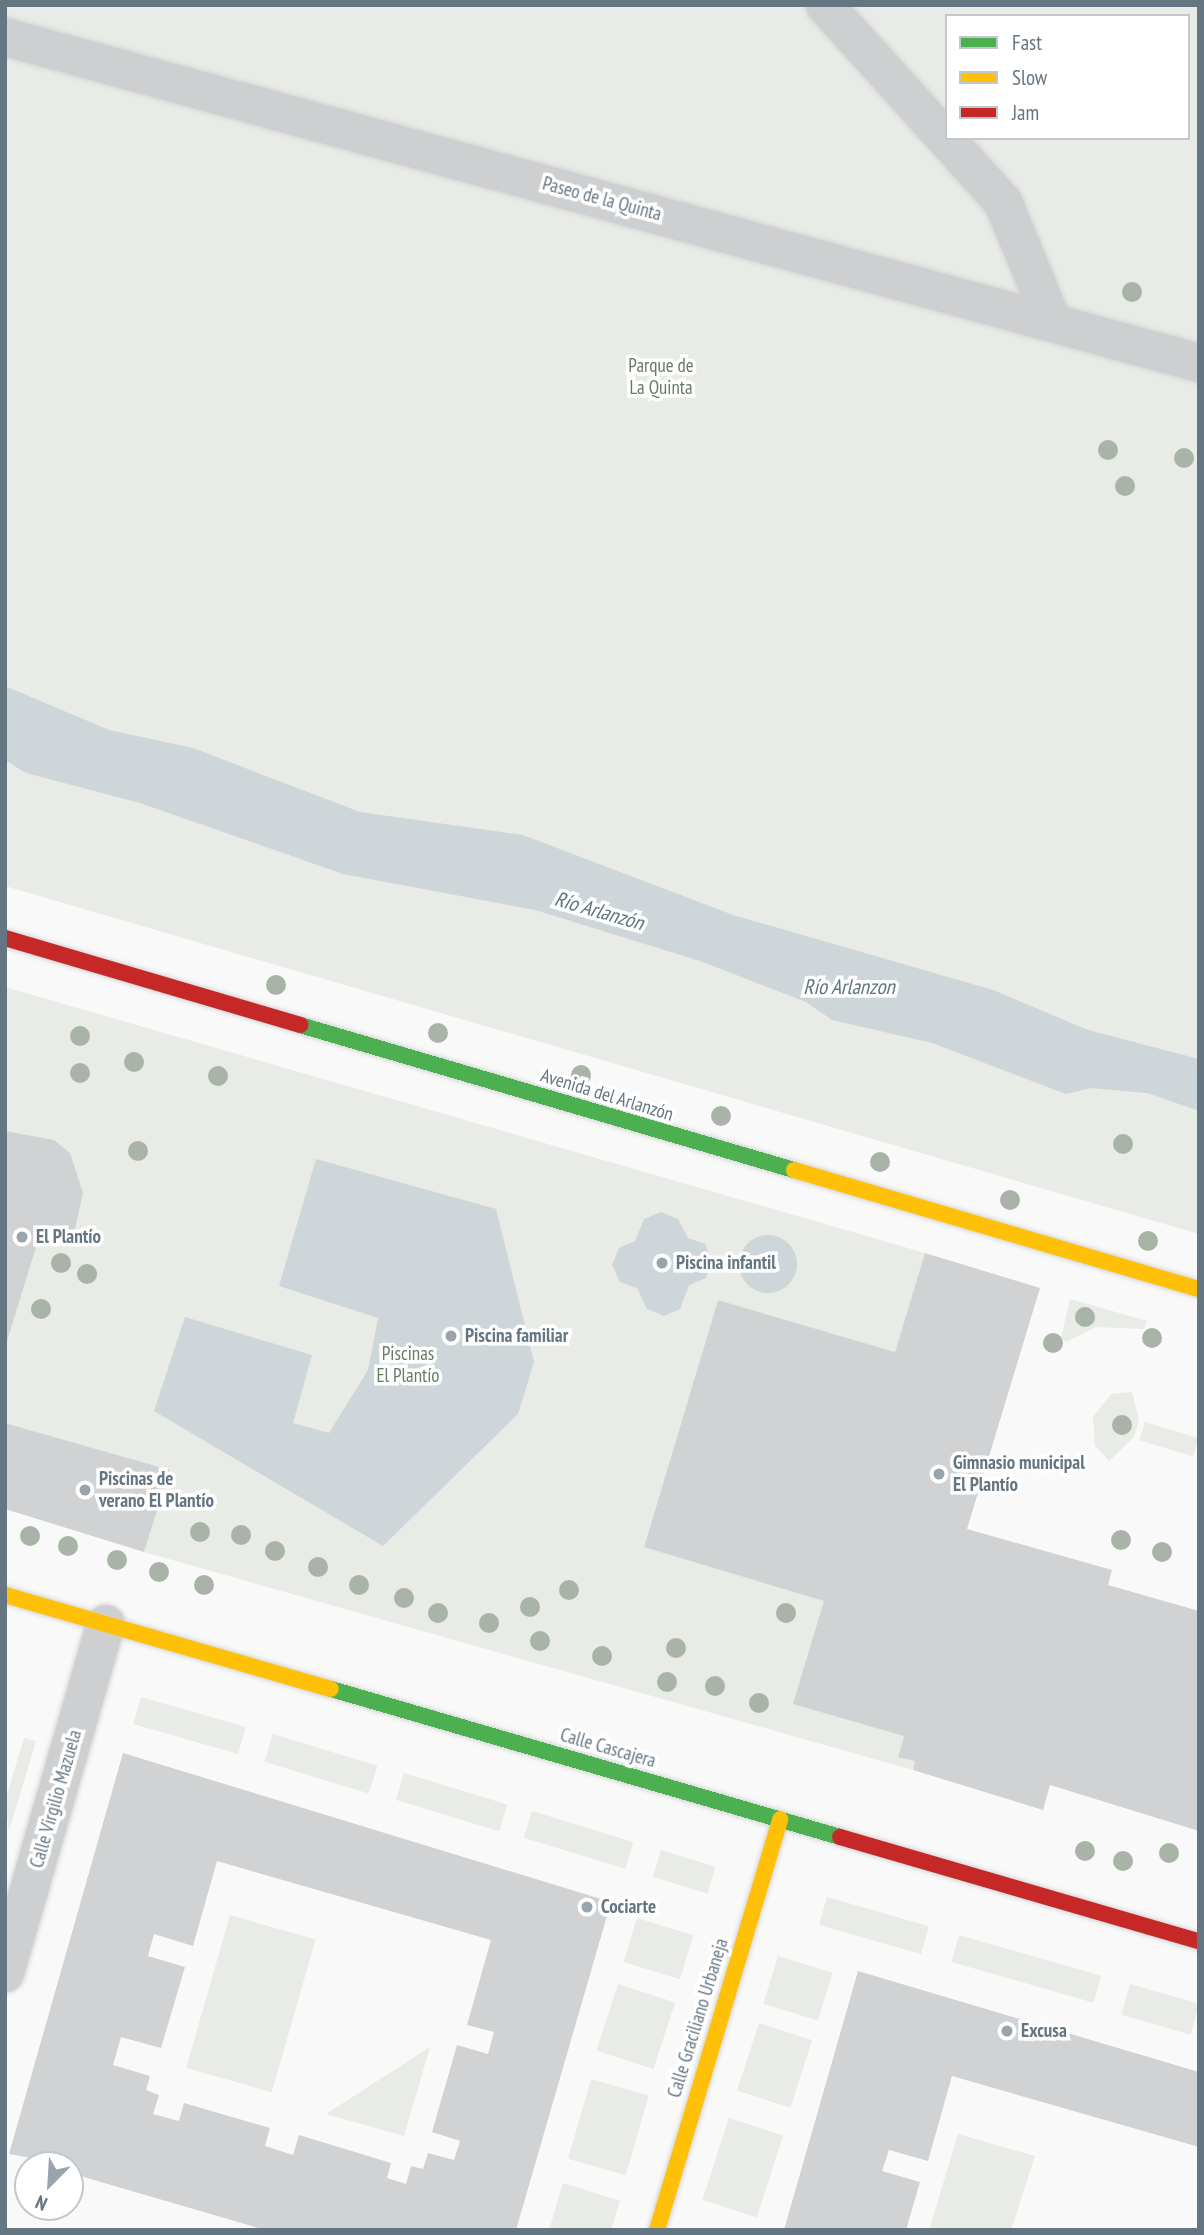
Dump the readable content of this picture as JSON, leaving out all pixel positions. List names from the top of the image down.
{
  "streets": {
    "street": [
      "Paseo de la Quinta",
      "Avenida del Arlanzón",
      "Calle Cascajera",
      "Calle Virgilio Mazuela",
      "Calle Graciliano Urbaneja"
    ]
  },
  "crossings": [
    ["Calle Cascajera", "Calle Virgilio Mazuela"],
    ["Calle Cascajera", "Calle Graciliano Urbaneja"]
  ],
  "water": ["Río Arlanzón", "Río Arlanzon"],
  "parks": ["Parque de La Quinta", "Piscinas El Plantío"],
  "places": [
    "El Plantío",
    "Piscina infantil",
    "Piscina familiar",
    "Gimnasio municipal El Plantío",
    "Piscinas de verano El Plantío",
    "Cociarte",
    "Excusa"
  ],
  "legend": ["Fast", "Slow", "Jam"],
  "north": "bottom left"
}
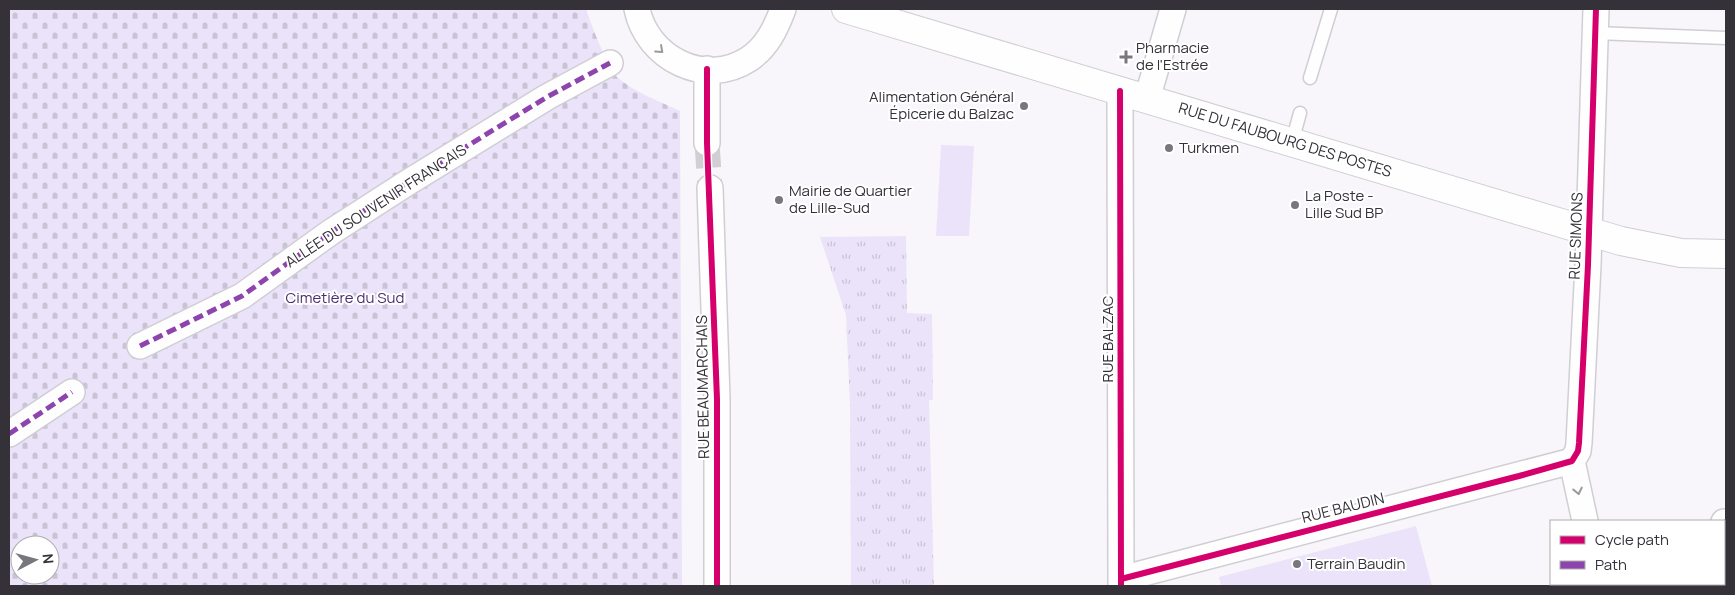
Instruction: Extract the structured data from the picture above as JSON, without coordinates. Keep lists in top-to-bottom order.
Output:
{
  "streets": {
    "main road": ["RUE DU FAUBOURG DES POSTES"],
    "street": [
      "ALLÉE DU SOUVENIR FRANÇAIS",
      "RUE SIMONS",
      "RUE BALZAC",
      "RUE BEAUMARCHAIS",
      "RUE BAUDIN"
    ]
  },
  "crossings": [
    ["RUE DU FAUBOURG DES POSTES", "RUE SIMONS"],
    ["RUE DU FAUBOURG DES POSTES", "RUE BALZAC"],
    ["RUE SIMONS", "RUE BAUDIN"],
    ["RUE BALZAC", "RUE BAUDIN"]
  ],
  "parks": ["Cimetière du Sud"],
  "places": {
    "health": ["Pharmacie de l'Estrée"],
    "other": [
      "Alimentation Général Épicerie du Balzac",
      "Turkmen",
      "Mairie de Quartier de Lille-Sud",
      "La Poste - Lille Sud BP",
      "Terrain Baudin"
    ]
  },
  "legend": ["Cycle path", "Path"],
  "north": "right"
}
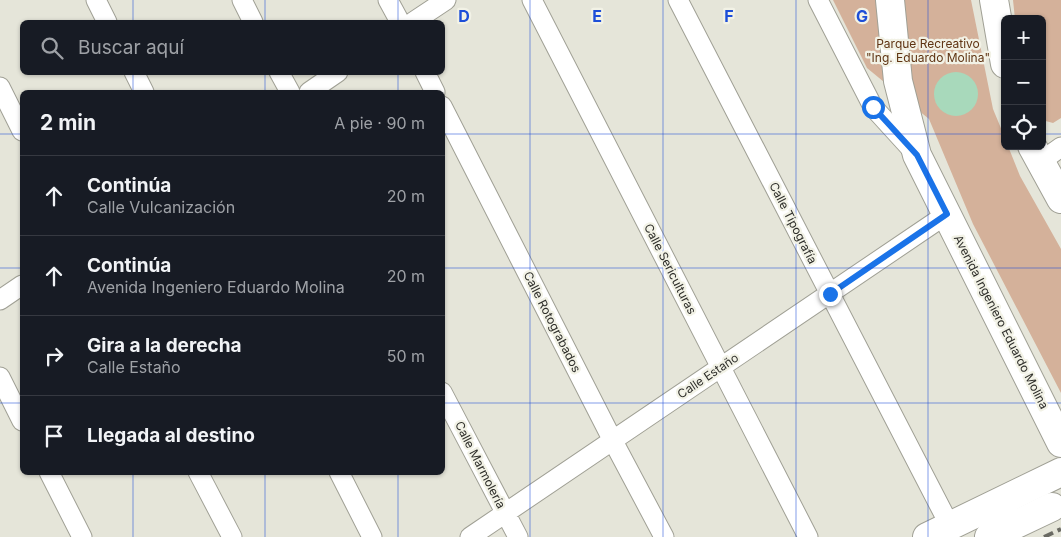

^^^^^^^^

• Activity
The pictures are to be omitted, and the rest of the listing is to be transcribed exactly.

• Response box
Dump the readable content of this picture as JSON, leaving out all pixel positions. List names from the top of the image down.
{
  "streets": {
    "street": [
      "Paseo de la Quinta",
      "Avenida del Arlanzón",
      "Calle Cascajera",
      "Calle Virgilio Mazuela",
      "Calle Graciliano Urbaneja"
    ]
  },
  "crossings": [
    ["Calle Cascajera", "Calle Virgilio Mazuela"],
    ["Calle Cascajera", "Calle Graciliano Urbaneja"]
  ],
  "water": ["Río Arlanzón", "Río Arlanzon"],
  "parks": ["Parque de La Quinta", "Piscinas El Plantío"],
  "places": [
    "El Plantío",
    "Piscina infantil",
    "Piscina familiar",
    "Gimnasio municipal El Plantío",
    "Piscinas de verano El Plantío",
    "Cociarte",
    "Excusa"
  ],
  "legend": ["Fast", "Slow", "Jam"],
  "north": "bottom left"
}
Instruction: Extract the structured data from the picture above as JSON, without coordinates. Keep lists in top-to-bottom order.
Output:
{
  "streets": {
    "main road": ["RUE DU FAUBOURG DES POSTES"],
    "street": [
      "ALLÉE DU SOUVENIR FRANÇAIS",
      "RUE SIMONS",
      "RUE BALZAC",
      "RUE BEAUMARCHAIS",
      "RUE BAUDIN"
    ]
  },
  "crossings": [
    ["RUE DU FAUBOURG DES POSTES", "RUE SIMONS"],
    ["RUE DU FAUBOURG DES POSTES", "RUE BALZAC"],
    ["RUE SIMONS", "RUE BAUDIN"],
    ["RUE BALZAC", "RUE BAUDIN"]
  ],
  "parks": ["Cimetière du Sud"],
  "places": {
    "health": ["Pharmacie de l'Estrée"],
    "other": [
      "Alimentation Général Épicerie du Balzac",
      "Turkmen",
      "Mairie de Quartier de Lille-Sud",
      "La Poste - Lille Sud BP",
      "Terrain Baudin"
    ]
  },
  "legend": ["Cycle path", "Path"],
  "north": "right"
}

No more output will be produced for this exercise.